Search the records for the word "they". Copy every line where it appears.

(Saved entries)
* * * * * * *
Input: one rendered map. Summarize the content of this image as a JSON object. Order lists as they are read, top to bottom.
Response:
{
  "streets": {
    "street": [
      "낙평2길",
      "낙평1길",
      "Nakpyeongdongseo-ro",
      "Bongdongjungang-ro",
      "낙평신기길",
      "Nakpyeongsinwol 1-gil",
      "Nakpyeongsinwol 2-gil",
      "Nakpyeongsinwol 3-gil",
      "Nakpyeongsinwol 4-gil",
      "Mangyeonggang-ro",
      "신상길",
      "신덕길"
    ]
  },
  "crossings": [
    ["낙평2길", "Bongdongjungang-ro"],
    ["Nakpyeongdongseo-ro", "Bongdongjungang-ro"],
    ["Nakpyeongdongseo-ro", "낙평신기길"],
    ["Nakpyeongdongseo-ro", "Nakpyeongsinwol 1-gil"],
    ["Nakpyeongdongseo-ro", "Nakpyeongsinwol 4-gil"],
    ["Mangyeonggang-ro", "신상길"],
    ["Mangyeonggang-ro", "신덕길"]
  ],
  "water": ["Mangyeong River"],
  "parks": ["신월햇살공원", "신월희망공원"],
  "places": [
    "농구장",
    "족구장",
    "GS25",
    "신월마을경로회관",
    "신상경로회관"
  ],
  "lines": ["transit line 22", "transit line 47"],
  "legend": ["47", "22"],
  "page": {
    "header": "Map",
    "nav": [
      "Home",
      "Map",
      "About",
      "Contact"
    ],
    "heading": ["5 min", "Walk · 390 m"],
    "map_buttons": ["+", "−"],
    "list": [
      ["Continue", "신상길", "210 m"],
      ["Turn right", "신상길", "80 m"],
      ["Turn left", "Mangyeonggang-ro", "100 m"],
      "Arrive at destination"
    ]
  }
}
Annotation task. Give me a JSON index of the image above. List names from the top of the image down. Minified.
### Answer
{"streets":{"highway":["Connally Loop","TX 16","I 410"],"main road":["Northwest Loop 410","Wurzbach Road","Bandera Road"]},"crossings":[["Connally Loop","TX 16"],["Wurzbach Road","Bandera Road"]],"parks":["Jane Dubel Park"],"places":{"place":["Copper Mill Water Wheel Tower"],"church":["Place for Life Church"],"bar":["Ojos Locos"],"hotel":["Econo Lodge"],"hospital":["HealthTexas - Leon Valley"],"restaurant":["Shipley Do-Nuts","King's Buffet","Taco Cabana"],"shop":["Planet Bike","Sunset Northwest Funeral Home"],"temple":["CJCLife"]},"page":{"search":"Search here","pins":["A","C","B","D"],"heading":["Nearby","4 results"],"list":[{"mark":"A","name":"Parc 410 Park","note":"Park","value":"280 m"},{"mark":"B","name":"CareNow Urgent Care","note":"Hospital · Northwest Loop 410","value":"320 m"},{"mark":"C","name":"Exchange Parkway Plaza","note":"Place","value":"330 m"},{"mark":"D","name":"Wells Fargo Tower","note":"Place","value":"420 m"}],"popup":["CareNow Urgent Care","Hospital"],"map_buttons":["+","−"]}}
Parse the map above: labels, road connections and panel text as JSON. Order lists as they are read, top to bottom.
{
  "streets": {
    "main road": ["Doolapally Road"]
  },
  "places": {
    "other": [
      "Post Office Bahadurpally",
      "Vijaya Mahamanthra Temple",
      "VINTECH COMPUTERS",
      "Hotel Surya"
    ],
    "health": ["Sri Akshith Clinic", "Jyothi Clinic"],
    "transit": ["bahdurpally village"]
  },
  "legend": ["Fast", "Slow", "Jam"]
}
* * * * * * *
» SOLUTION FOR THIS PROBLEM:
Input: one rendered map. Summarize the content of this image as a JSON object. Order lists as they are read, top to bottom.
Parse the map above: labels, road connections and panel text as JSON. Order lists as they are read, top to bottom.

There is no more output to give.